— Saved data entries —
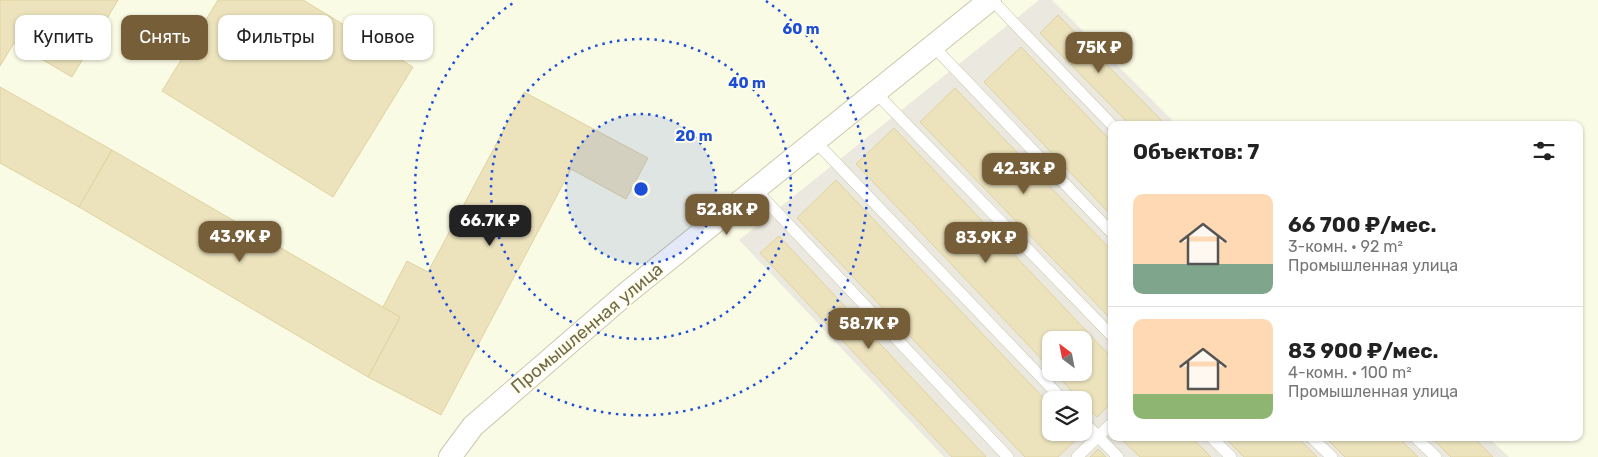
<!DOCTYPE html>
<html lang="ru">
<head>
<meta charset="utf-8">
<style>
	:root { --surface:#fff; --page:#f6f6f6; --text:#222; --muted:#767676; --line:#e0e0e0; --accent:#765f38 }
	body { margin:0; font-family:Rubik,sans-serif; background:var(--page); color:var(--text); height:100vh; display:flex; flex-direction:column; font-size:19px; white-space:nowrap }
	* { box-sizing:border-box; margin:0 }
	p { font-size:16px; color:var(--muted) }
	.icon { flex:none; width:28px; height:28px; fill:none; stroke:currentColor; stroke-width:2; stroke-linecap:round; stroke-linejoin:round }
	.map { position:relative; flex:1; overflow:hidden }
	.side { position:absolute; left:1108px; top:121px; width:475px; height:320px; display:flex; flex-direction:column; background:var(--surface); border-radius:10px; box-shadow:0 1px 4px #0004 }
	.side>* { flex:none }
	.hud { position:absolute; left:15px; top:15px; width:475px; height:45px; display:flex; gap:10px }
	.needle { width:32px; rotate:328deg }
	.tools { position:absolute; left:1042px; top:331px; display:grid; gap:10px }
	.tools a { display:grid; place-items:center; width:50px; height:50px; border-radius:10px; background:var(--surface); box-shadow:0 1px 4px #0004; font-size:25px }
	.price { position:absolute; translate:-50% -42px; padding:0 11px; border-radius:10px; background:var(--accent); color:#fff; font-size:16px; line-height:32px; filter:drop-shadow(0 1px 2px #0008) }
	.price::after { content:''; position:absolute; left:50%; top:30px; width:15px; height:11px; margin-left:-8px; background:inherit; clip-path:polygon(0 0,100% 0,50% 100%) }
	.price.active { background:#222; color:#fff }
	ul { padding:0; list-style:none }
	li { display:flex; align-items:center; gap:15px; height:125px; padding:0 25px }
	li+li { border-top:1px solid var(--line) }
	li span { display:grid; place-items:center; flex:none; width:140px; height:100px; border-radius:10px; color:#555 }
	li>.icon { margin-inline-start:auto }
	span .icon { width:60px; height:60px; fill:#fffc; stroke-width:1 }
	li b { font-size:21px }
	h2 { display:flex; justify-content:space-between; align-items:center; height:60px; padding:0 25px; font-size:21px }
	.pill { padding:0 18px; border-radius:10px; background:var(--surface); box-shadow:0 1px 4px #0004; font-size:18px; line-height:45px }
	.pill.active { background:var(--accent); color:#fff }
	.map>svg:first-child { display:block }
</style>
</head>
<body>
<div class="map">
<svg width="1598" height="457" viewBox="0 0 1598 457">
	<rect width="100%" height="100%" fill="#fafbe5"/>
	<!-- industrial -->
	<path fill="#ebe9df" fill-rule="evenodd" d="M 1039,0 L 1052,0 L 1177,125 L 1111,125 L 1111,438 L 1489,438 L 1509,457 L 944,457 L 739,240 ZM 1051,340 L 1084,340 L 1084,372 L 1051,372 ZM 1051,400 L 1084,400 L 1084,432 L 1051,432 Z"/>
	<!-- building -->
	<g fill="#ece3bd" stroke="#e0d2a0">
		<polygon points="0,0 118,0 72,77 14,43 0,66"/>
		<polygon points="218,0 303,0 413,67 333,197 162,91"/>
		<polygon points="1058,15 1166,125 1130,125 1040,33"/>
		<polygon points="1021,47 1111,141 1111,215 984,82"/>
		<polygon points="0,87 112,150 79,207 0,163"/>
		<polygon points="955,88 1111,250 1111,319 920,122"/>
		<polygon points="524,92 648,158 626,199 571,169 441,415 368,377 400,317 383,307 407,261 428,272"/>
		<polygon points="894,128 1111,357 1111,403 1097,417 1084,404 1084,400 1080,400 1054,372 1084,372 1084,340 1051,340 1051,369 856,164"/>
		<polygon points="112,150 400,317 368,377 79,207"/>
		<polygon points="836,180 1051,406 1051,432 1077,432 1080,436 1058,457 1025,457 797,218"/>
		<polygon points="779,236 986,457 952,457 760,253"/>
		<polygon points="1120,438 1192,438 1211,457 1140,457"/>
		<polygon points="1225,438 1298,438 1317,457 1244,457"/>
		<polygon points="1326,438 1399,438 1418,457 1345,457"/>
		<polygon points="1432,438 1474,438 1493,457 1451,457"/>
		<polygon points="1098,449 1106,457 1090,457"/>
	</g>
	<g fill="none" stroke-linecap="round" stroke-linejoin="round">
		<defs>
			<g id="service">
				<polyline points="992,0 1112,125"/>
				<polyline points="933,46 1111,232"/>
				<polyline points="875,92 1111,335"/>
				<polyline points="815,141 1063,400"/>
				<polyline points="755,189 1008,457"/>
				<polyline points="1084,422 1118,457"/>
				<polyline points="1212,438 1231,457"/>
				<polyline points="1312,438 1332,457"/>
				<polyline points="1416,438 1436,457"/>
				<polyline points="1077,457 1111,424"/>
			</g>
			<polyline id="minor" points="450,457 473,426 628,292 990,0"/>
		</defs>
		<!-- service casing -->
		<use href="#service" stroke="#ccc7ac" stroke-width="12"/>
		<!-- minor casing -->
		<use href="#minor" stroke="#ccc7ac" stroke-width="24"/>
		<!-- service -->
		<use href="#service" stroke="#fff" stroke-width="11"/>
		<!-- minor -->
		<use href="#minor" stroke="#fff" stroke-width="22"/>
	</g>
	<!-- distance rings -->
	<circle cx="641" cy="189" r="75" fill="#1d4ed8" fill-opacity=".12"/>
	<g fill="none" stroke="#1d4ed8" stroke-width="2.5" stroke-dasharray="2.5 5">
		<circle cx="641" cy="189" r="75"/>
		<circle cx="641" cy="189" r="150"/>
		<path d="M766 1A226 226 0 1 1 516 1"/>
	</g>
	<g text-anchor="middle" stroke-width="4" stroke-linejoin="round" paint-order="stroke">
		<!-- street labels -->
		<g font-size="18" fill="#72694c" stroke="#fefeeb">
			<text transform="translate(587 328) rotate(-40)" y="6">Промышленная улица</text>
		</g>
	</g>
	<circle cx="641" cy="189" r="8" fill="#1d4ed8" stroke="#fefeeb" stroke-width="2.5"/>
	<g font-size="15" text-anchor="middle" font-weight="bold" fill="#1d4ed8" stroke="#fefeeb" stroke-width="4" stroke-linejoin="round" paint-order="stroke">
		<text x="801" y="34">60 m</text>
		<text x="747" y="88">40 m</text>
		<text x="694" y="141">20 m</text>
	</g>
</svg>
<div class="tools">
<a><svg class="needle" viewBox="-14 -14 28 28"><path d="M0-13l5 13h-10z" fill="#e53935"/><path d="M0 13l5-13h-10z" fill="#767676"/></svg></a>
<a><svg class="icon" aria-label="layers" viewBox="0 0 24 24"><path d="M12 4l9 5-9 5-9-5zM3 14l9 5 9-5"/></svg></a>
</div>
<b class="price" style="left:1099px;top:74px">75K ₽</b>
<b class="price" style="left:1024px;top:195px">42.3K ₽</b>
<b class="price" style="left:727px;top:236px">52.8K ₽</b>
<b class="price active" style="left:490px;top:247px">66.7K ₽</b>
<b class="price" style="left:240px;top:263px">43.9K ₽</b>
<b class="price" style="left:986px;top:264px">83.9K ₽</b>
<b class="price" style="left:869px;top:350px">58.7K ₽</b>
<div class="hud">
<a class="pill">Купить</a>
<a class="pill active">Снять</a>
<a class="pill">Фильтры</a>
<a class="pill">Новое</a>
</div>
<section class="side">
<h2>Объектов: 7<svg class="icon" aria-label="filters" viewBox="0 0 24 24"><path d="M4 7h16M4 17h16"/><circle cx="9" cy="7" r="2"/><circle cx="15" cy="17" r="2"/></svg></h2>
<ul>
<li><span style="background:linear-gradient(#ffd9b3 70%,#7fa58c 0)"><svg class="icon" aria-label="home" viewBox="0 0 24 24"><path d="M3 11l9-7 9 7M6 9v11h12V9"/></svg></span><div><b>66 700 ₽/мес.</b><p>3-комн. · 92 m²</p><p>Промышленная улица</p></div></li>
<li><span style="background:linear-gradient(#ffd9b3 75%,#8fb573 0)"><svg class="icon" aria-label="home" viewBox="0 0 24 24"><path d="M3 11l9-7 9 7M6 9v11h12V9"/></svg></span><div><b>83 900 ₽/мес.</b><p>4-комн. · 100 m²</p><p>Промышленная улица</p></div></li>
</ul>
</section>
</div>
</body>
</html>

— AIM OF THE EXERCISE —
Start at the top of the entries and repeat each line exactly, ending at the line that contains "position:absolute; left:1042px; top:331px;". Pictures are not part of the copy.

— FINAL ANSWER —
<!DOCTYPE html>
<html lang="ru">
<head>
<meta charset="utf-8">
<style>
	:root { --surface:#fff; --page:#f6f6f6; --text:#222; --muted:#767676; --line:#e0e0e0; --accent:#765f38 }
	body { margin:0; font-family:Rubik,sans-serif; background:var(--page); color:var(--text); height:100vh; display:flex; flex-direction:column; font-size:19px; white-space:nowrap }
	* { box-sizing:border-box; margin:0 }
	p { font-size:16px; color:var(--muted) }
	.icon { flex:none; width:28px; height:28px; fill:none; stroke:currentColor; stroke-width:2; stroke-linecap:round; stroke-linejoin:round }
	.map { position:relative; flex:1; overflow:hidden }
	.side { position:absolute; left:1108px; top:121px; width:475px; height:320px; display:flex; flex-direction:column; background:var(--surface); border-radius:10px; box-shadow:0 1px 4px #0004 }
	.side>* { flex:none }
	.hud { position:absolute; left:15px; top:15px; width:475px; height:45px; display:flex; gap:10px }
	.needle { width:32px; rotate:328deg }
	.tools { position:absolute; left:1042px; top:331px; display:grid; gap:10px }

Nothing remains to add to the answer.